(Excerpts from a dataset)

........

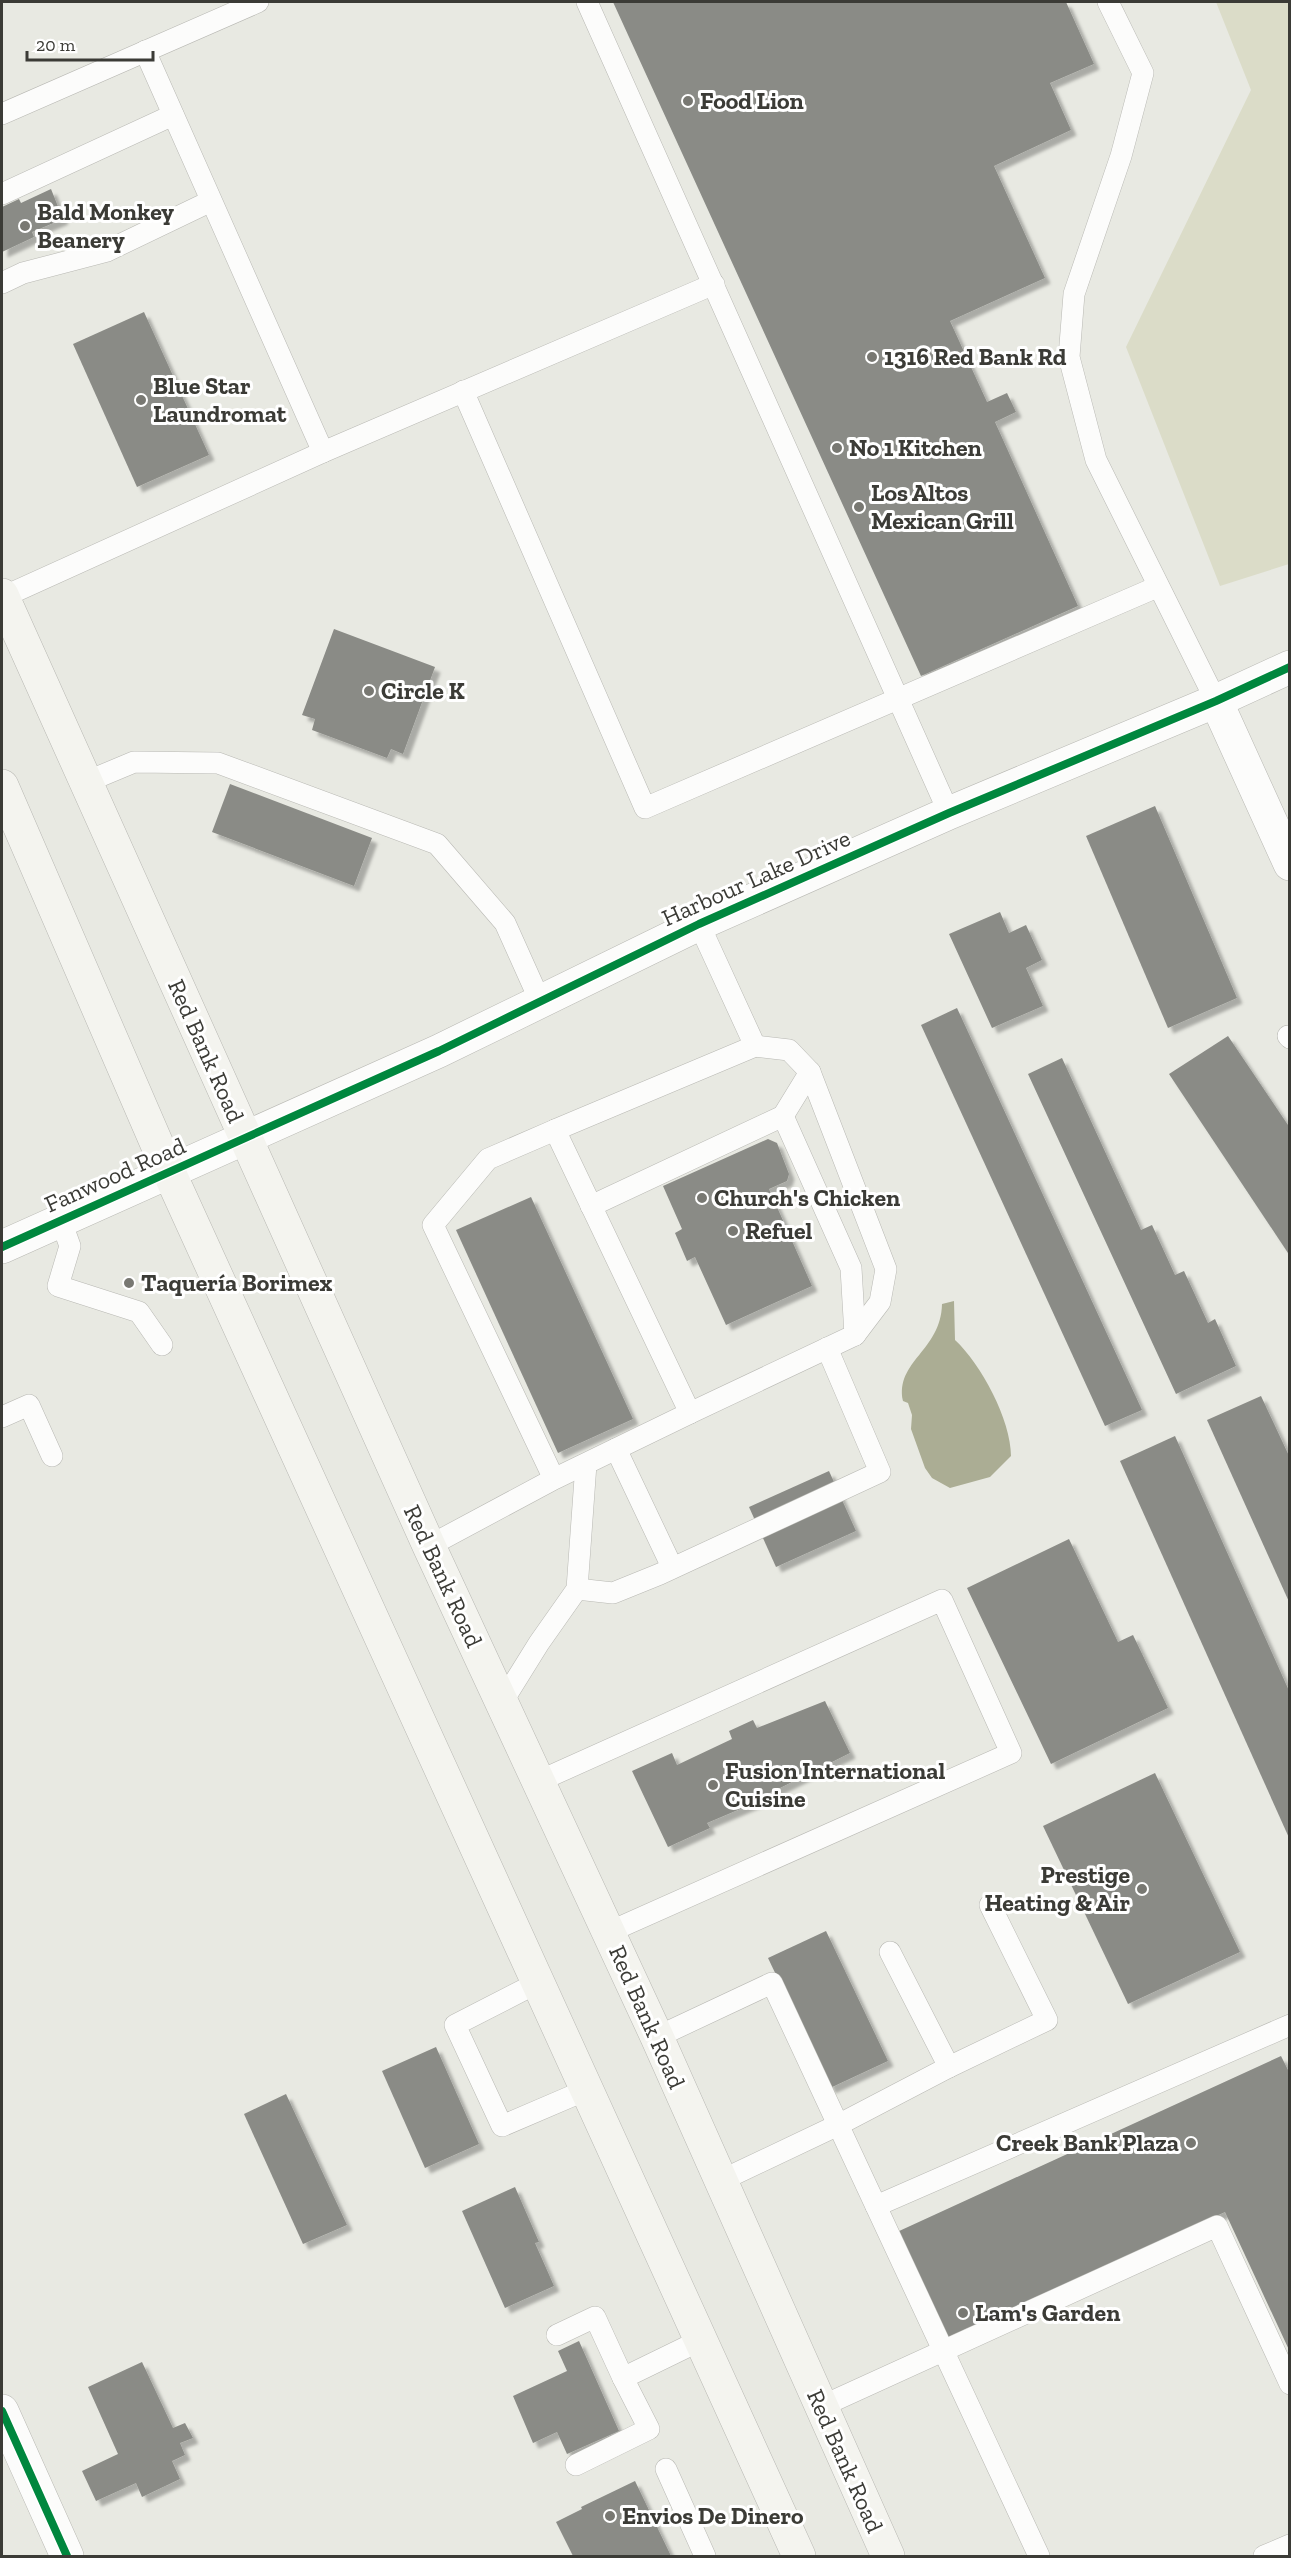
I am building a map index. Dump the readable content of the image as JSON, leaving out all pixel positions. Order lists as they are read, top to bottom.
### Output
{
  "streets": {
    "main road": ["Red Bank Road"],
    "street": ["Harbour Lake Drive", "Fanwood Road"]
  },
  "crossings": [
    ["Harbour Lake Drive", "Red Bank Road"],
    ["Harbour Lake Drive", "Fanwood Road"],
    ["Red Bank Road", "Fanwood Road"]
  ],
  "places": [
    "Food Lion",
    "Bald Monkey Beanery",
    "1316 Red Bank Rd",
    "Blue Star Laundromat",
    "No 1 Kitchen",
    "Los Altos Mexican Grill",
    "Circle K",
    "Church's Chicken",
    "Refuel",
    "Taquería Borimex",
    "Fusion International Cuisine",
    "Prestige Heating & Air",
    "Creek Bank Plaza",
    "Lam's Garden",
    "Envios De Dinero"
  ],
  "scale_bar": "20 m"
}
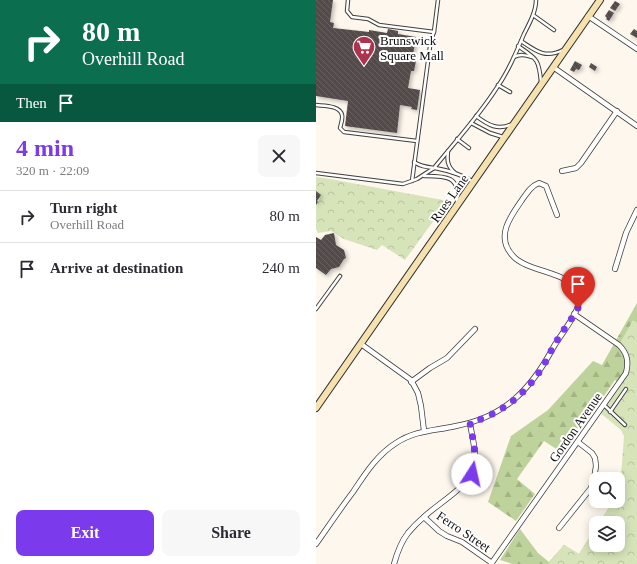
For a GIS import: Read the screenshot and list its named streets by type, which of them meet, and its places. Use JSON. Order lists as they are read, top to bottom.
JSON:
{
  "streets": {
    "main road": ["Rues Lane"],
    "street": ["Gordon Avenue", "Ferro Street"]
  },
  "crossings": [
    ["Gordon Avenue", "Ferro Street"]
  ],
  "places": {
    "supermarket": ["Brunswick Square Mall"]
  },
  "page": {
    "turn": ["80 m", "Overhill Road"],
    "then": "Then",
    "heading": ["4 min", "320 m · 22:09"],
    "list": [
      {
        "name": "Turn right",
        "note": "Overhill Road",
        "value": "80 m"
      },
      {
        "name": "Arrive at destination",
        "value": "240 m"
      }
    ],
    "buttons": ["Exit", "Share"]
  }
}
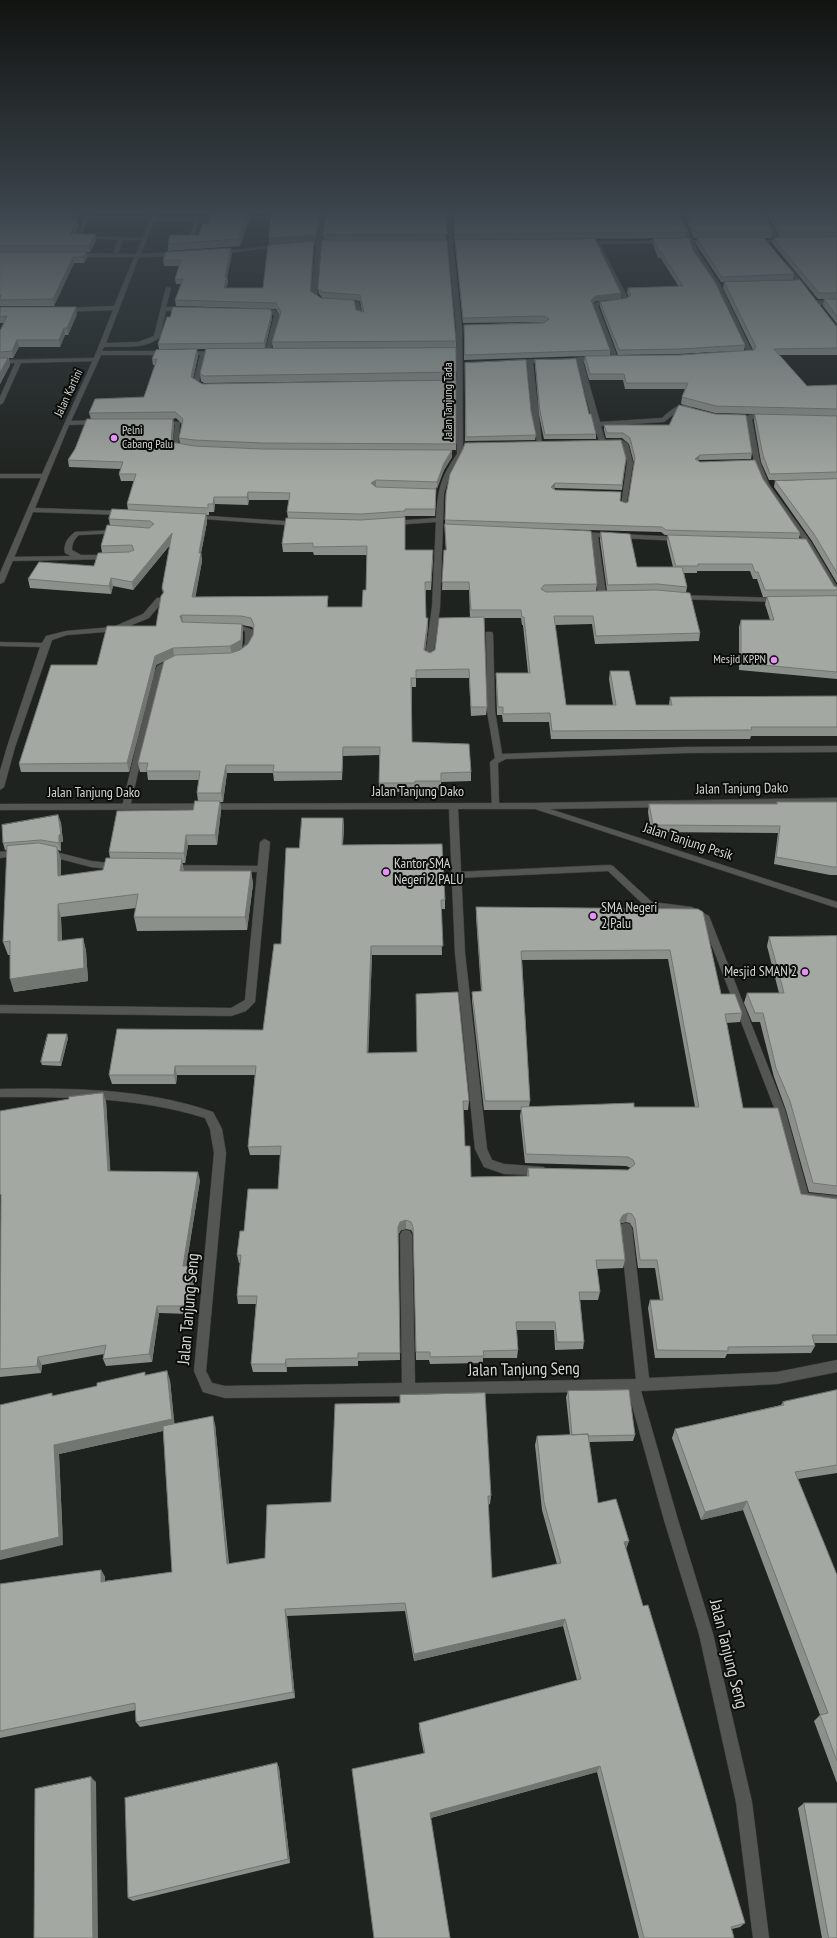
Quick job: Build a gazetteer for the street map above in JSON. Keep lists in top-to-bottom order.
{
  "streets": {
    "street": [
      "Jalan Kartini",
      "Jalan Tanjung Tada",
      "Jalan Tanjung Dako",
      "Jalan Tanjung Pesik",
      "Jalan Tanjung Seng"
    ]
  },
  "crossings": [
    ["Jalan Tanjung Dako", "Jalan Tanjung Pesik"]
  ],
  "places": [
    "Pelni Cabang Palu",
    "Mesjid KPPN",
    "Kantor SMA Negeri 2 PALU",
    "SMA Negeri 2 Palu",
    "Mesjid SMAN 2"
  ]
}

........

• **Work order**: Set down the entries shown above once more, exactly as they read, but without pictures.

• **Solution to this task**:
I am building a map index. Dump the readable content of the image as JSON, leaving out all pixel positions. Order lists as they are read, top to bottom.
### Output
{
  "streets": {
    "main road": ["Red Bank Road"],
    "street": ["Harbour Lake Drive", "Fanwood Road"]
  },
  "crossings": [
    ["Harbour Lake Drive", "Red Bank Road"],
    ["Harbour Lake Drive", "Fanwood Road"],
    ["Red Bank Road", "Fanwood Road"]
  ],
  "places": [
    "Food Lion",
    "Bald Monkey Beanery",
    "1316 Red Bank Rd",
    "Blue Star Laundromat",
    "No 1 Kitchen",
    "Los Altos Mexican Grill",
    "Circle K",
    "Church's Chicken",
    "Refuel",
    "Taquería Borimex",
    "Fusion International Cuisine",
    "Prestige Heating & Air",
    "Creek Bank Plaza",
    "Lam's Garden",
    "Envios De Dinero"
  ],
  "scale_bar": "20 m"
}
For a GIS import: Read the screenshot and list its named streets by type, which of them meet, and its places. Use JSON. Order lists as they are read, top to bottom.
JSON:
{
  "streets": {
    "main road": ["Rues Lane"],
    "street": ["Gordon Avenue", "Ferro Street"]
  },
  "crossings": [
    ["Gordon Avenue", "Ferro Street"]
  ],
  "places": {
    "supermarket": ["Brunswick Square Mall"]
  },
  "page": {
    "turn": ["80 m", "Overhill Road"],
    "then": "Then",
    "heading": ["4 min", "320 m · 22:09"],
    "list": [
      {
        "name": "Turn right",
        "note": "Overhill Road",
        "value": "80 m"
      },
      {
        "name": "Arrive at destination",
        "value": "240 m"
      }
    ],
    "buttons": ["Exit", "Share"]
  }
}
Quick job: Build a gazetteer for the street map above in JSON. Keep lists in top-to-bottom order.
{
  "streets": {
    "street": [
      "Jalan Kartini",
      "Jalan Tanjung Tada",
      "Jalan Tanjung Dako",
      "Jalan Tanjung Pesik",
      "Jalan Tanjung Seng"
    ]
  },
  "crossings": [
    ["Jalan Tanjung Dako", "Jalan Tanjung Pesik"]
  ],
  "places": [
    "Pelni Cabang Palu",
    "Mesjid KPPN",
    "Kantor SMA Negeri 2 PALU",
    "SMA Negeri 2 Palu",
    "Mesjid SMAN 2"
  ]
}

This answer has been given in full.